EXERCISE DATA
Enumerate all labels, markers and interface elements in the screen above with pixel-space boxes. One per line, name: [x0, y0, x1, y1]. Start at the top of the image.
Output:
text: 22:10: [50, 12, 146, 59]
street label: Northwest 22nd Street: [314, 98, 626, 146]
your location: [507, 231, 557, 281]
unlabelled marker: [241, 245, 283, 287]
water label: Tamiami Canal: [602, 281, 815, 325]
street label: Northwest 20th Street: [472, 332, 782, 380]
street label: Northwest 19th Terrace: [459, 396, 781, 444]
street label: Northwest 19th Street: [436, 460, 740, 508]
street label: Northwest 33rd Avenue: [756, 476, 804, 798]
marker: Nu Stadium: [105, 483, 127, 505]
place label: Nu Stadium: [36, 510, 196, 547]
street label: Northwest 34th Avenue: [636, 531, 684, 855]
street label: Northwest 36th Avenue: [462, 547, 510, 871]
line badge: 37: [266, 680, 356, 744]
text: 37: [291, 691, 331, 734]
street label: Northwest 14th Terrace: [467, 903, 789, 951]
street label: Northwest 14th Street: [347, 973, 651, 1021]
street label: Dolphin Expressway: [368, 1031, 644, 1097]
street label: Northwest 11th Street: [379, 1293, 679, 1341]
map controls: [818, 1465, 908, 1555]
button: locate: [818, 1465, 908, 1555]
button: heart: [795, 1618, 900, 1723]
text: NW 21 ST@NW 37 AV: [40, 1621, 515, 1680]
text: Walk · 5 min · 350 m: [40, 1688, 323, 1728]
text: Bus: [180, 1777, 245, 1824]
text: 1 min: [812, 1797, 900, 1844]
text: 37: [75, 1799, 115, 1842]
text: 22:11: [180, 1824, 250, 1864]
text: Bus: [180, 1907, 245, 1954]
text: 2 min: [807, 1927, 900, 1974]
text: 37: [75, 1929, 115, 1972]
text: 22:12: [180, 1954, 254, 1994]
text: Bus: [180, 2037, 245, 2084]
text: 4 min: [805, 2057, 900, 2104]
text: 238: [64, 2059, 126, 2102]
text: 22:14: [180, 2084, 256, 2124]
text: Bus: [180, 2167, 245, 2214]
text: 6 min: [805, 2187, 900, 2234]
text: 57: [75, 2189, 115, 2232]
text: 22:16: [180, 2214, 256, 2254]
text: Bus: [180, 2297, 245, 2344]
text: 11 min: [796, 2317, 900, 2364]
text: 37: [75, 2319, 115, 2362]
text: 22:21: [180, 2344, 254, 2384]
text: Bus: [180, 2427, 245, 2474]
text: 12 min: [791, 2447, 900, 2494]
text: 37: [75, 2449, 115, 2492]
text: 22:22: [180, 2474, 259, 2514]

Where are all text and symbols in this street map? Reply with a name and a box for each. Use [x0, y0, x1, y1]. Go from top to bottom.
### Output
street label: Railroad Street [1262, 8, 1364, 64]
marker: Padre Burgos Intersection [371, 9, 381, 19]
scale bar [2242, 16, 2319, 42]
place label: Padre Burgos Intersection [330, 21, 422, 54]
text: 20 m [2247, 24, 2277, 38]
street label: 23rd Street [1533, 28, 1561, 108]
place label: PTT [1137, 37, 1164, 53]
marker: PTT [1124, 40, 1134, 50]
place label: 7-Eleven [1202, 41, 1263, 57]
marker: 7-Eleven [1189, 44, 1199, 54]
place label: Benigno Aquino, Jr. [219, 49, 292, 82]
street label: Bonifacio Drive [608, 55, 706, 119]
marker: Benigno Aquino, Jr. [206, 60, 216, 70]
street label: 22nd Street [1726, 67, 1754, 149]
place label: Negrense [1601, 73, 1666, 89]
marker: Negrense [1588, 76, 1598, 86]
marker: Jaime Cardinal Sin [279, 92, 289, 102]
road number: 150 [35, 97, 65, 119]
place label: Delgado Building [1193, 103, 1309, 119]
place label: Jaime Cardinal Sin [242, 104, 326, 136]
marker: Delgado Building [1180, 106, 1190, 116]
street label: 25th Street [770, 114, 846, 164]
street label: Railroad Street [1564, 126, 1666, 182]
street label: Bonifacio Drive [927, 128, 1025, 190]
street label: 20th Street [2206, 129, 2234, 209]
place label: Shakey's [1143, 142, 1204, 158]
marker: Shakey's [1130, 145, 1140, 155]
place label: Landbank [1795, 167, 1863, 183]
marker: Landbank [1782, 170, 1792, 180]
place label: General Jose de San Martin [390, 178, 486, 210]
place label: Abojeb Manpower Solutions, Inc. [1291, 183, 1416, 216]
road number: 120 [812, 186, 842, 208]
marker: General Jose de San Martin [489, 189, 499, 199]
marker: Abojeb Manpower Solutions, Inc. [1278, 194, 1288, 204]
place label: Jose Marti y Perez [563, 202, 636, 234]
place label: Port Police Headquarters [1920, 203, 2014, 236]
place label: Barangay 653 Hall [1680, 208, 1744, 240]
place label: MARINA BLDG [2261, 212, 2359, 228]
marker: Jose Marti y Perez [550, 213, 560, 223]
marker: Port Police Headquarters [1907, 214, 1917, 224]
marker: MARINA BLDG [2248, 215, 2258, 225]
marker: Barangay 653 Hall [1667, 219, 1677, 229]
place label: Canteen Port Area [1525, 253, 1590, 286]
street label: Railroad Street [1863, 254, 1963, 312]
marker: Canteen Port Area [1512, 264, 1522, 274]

TASK INSTRUCTIONS
From the listing above, how many lines contain the word "Perez"? Give only the number.

COMPLETED EXERCISE
2